To a small extend, I was a little worried about a (trans) friend, as I’d not seen her for a number of weeks. I emailed, sent a text and the text came back as number not recognised. Said friend isn’t on social media – yes, apparently some people are quite happy without Mr Zuckerberg’s Advert Army not knowing about them. 🙂 – so I was at a loss as to how to get in touch. Anyhoo, Alison turned up and all was well. Just a combination of Real Life, work issues and whatnot getting in the way, not that it didn’t stop me worrying something might have happened.
Talking of which, I had a lovely long chat with a new visitor at Chameleons. N. said she was very nervous about coming along, and, well, you do your bit to try and build a person’s confidence. The chat was….. I think touching would be the best word. Somber, seems too harsh and wouldn’t be accurate…. The conversation was about N’s life so far and the sad loss of her wife just a few months ago. I simply listened, nodded and took an active interest in what N had to say, and how her life has played out in these last few months.
For someone who has been what she’s been through, I think it showed remarkable courage of her to visit. I think that for those of us who’ve been active in the trans community, are sometimes, and I know I’m guilty of this, we find going out is second nature. I might be able to remember the first visit, but I can’t remember my emotions (partly why I blog, I suppose). When I got home and before the Ever Lovely Mrs J and I nodded off, we had a little chat – pillow talk? – and she asked if this had made me sad. The answer, as I often say, is yes and no. I felt sad for N, but happy that – touch wood – I still have my family.
So, to go back to an earlier paragraph about elderly LGBT people; I wonder how our trans community will find retirement and possibly going into care. The trans spectrum is pretty wide and for a part timer like me, I know I wouldn’t fancy a life ‘back in the closet‘ should I go into a home. Well, perhaps I should say fully back in the closet, because I’m not all the way out, so to speak. I wonder if society will be ready for people who’ve had to – if you pardon the phrase – Walk the Line to get their much deserved respect and freedom to be who they are.
In minor news, I had a bit of a fashion fail on Thursday. To start with, I’d misplaced my boob tape… or fab plasters, if you prefer 😉 That didn’t help. Then…. I’d borrowed a skirt from the Ever Lovely Mrs J which she rocks. But on me? I just looked washed out. Luckily, I had packed a spare (always be prepared), which was an old wrap dress. After all the thought about what to wear and the fact that my boobs (figuratively speaking) weren’t quite right, I had one of those moments where you look in the mirror and what you’d hoped to achieve, is far from what looks back at you. I wonder, are we our own worst critics? Perhaps. When in doubt, reapply lippy, smile and make the best of it.

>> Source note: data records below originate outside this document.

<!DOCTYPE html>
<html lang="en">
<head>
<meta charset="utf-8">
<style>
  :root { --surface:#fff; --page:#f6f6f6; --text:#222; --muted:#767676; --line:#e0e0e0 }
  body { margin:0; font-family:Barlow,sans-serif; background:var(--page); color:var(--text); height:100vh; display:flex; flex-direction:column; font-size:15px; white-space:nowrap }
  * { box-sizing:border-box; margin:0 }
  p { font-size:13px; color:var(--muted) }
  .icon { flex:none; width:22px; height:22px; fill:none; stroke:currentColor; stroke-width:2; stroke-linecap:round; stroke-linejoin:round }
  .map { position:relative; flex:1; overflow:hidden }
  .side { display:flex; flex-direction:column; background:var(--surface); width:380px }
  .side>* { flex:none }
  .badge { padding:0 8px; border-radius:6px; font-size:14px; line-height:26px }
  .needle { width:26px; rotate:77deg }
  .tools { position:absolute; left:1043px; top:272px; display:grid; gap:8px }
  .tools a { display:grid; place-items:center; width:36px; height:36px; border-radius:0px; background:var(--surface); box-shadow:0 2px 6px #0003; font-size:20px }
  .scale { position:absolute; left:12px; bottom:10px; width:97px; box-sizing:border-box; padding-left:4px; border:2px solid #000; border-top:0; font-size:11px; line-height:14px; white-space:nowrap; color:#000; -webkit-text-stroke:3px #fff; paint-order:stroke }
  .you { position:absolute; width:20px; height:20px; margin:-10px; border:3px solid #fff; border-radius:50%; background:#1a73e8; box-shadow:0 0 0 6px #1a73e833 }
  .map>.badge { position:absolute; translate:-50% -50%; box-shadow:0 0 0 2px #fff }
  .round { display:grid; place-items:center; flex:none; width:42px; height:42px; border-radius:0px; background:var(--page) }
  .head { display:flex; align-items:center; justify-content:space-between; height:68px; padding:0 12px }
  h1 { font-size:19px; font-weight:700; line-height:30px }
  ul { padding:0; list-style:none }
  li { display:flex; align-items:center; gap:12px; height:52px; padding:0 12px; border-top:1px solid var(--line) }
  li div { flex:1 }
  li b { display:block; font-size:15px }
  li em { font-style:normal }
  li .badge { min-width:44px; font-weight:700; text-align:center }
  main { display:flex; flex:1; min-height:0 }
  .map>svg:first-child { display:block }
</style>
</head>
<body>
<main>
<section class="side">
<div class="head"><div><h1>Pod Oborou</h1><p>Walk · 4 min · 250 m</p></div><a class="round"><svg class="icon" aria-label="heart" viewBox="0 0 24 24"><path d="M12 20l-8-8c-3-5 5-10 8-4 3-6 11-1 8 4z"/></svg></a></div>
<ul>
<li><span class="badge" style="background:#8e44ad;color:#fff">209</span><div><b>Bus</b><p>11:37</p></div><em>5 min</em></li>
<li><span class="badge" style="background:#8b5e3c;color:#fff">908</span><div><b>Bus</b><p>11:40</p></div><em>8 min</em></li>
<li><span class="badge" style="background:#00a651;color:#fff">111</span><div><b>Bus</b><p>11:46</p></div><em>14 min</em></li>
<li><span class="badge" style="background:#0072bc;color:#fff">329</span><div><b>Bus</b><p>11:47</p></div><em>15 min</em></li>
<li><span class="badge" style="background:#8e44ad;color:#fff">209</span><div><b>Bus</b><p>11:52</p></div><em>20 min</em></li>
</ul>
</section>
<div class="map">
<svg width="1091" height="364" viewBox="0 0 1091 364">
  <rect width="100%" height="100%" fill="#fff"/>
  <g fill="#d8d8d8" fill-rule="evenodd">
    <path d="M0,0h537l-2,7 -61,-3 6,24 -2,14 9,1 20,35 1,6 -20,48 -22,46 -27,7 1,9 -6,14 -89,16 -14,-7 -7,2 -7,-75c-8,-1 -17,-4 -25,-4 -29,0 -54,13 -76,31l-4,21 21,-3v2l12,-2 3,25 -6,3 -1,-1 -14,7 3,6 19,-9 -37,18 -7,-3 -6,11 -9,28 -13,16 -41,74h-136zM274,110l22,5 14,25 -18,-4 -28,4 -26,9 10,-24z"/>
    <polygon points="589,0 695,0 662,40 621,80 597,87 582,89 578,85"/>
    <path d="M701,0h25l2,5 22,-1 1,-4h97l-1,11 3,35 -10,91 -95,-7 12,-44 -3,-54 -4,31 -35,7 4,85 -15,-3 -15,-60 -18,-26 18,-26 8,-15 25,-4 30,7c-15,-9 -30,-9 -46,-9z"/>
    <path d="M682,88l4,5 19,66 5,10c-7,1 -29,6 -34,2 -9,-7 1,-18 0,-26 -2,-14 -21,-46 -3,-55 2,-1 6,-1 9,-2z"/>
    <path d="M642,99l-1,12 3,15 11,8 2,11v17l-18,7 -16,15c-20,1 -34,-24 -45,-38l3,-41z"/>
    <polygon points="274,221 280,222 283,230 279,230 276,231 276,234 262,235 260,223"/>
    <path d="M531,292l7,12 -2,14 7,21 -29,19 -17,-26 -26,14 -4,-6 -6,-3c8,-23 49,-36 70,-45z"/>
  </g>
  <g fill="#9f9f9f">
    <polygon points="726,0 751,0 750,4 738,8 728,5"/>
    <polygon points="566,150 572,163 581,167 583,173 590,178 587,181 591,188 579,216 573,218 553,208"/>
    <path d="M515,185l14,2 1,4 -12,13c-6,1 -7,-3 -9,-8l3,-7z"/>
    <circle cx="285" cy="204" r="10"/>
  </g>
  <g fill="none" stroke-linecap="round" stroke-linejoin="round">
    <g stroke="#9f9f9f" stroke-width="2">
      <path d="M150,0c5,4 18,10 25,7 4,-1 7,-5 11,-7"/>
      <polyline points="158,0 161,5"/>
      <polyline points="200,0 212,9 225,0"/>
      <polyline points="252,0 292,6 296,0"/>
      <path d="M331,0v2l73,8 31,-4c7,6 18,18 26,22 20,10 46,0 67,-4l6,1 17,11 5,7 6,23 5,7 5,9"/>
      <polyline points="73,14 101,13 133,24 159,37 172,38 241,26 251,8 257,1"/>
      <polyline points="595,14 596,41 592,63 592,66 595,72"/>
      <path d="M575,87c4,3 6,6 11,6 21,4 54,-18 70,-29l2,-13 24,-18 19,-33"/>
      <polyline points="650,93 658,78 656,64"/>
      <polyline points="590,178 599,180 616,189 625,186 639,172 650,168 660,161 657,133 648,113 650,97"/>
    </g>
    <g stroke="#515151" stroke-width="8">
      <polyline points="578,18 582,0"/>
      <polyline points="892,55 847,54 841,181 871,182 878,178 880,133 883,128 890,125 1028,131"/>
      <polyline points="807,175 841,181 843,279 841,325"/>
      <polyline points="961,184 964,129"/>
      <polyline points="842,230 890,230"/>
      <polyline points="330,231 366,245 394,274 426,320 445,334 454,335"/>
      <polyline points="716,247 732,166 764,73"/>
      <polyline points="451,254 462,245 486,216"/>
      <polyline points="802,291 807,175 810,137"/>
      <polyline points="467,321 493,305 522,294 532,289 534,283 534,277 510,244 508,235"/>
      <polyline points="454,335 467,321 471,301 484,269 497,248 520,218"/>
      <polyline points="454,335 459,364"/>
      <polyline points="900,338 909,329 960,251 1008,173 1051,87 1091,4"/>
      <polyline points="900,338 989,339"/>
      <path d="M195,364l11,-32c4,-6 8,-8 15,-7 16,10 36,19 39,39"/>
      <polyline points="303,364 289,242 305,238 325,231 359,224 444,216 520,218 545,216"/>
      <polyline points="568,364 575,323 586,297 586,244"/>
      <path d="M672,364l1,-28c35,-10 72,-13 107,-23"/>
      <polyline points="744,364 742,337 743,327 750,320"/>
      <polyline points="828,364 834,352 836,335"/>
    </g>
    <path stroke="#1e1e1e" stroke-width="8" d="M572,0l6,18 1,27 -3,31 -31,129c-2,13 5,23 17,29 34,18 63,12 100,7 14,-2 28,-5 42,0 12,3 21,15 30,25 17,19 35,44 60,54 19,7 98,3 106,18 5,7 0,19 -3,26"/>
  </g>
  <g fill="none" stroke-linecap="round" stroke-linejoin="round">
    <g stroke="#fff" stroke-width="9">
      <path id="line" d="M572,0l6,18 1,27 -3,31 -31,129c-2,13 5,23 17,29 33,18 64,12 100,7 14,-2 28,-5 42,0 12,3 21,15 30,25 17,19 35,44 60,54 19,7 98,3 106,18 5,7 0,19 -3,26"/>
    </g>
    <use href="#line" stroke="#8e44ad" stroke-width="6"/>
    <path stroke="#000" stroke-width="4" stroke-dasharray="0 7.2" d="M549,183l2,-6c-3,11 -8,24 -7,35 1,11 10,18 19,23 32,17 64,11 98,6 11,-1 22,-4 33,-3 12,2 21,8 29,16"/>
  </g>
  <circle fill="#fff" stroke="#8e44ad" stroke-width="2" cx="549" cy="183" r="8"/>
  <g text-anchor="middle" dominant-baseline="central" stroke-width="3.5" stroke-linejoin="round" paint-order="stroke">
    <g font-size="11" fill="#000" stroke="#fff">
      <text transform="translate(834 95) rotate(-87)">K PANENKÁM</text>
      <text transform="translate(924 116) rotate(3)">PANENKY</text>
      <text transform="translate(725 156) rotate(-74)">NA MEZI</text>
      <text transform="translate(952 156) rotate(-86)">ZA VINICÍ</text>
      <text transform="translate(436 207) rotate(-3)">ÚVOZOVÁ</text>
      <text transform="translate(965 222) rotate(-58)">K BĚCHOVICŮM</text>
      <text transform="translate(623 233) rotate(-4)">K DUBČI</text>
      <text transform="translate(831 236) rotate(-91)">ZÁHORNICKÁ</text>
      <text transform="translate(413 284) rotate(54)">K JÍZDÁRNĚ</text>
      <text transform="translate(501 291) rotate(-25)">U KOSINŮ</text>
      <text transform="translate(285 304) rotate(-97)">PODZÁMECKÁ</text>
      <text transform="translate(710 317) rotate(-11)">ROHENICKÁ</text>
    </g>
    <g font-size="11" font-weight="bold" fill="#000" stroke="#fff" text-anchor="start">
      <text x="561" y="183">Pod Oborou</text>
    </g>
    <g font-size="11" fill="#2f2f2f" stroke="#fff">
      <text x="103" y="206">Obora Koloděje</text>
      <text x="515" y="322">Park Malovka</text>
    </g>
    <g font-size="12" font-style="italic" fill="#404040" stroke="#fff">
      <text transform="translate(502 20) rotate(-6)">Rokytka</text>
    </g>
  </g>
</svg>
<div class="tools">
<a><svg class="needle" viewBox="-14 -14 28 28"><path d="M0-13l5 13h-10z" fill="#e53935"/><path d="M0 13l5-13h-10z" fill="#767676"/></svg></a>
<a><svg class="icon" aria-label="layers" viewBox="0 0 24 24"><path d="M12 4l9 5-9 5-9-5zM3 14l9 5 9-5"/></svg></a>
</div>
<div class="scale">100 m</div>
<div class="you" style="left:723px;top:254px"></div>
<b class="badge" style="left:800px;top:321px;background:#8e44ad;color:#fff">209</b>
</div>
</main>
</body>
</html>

Oh, that reminds me. I’ve moved Our Different Journey to a new location. I should also say a quick thanks to Jonathan for the HTML assistance (thanks, chuck!). A few months ago, I noticed someone was re-posting one or two of the articles and that’s not what the site was for. It was a record, a snapshot if you like, of trans people. It wasn’t to be traded, or commented on, just there for reference. Partly because some people are in there who I no longer see, and partly because when I first started out, reading how others coped, helped me too. With a little luck, maybe the journeys will help someone else and with a little more, some new journeys will come in time.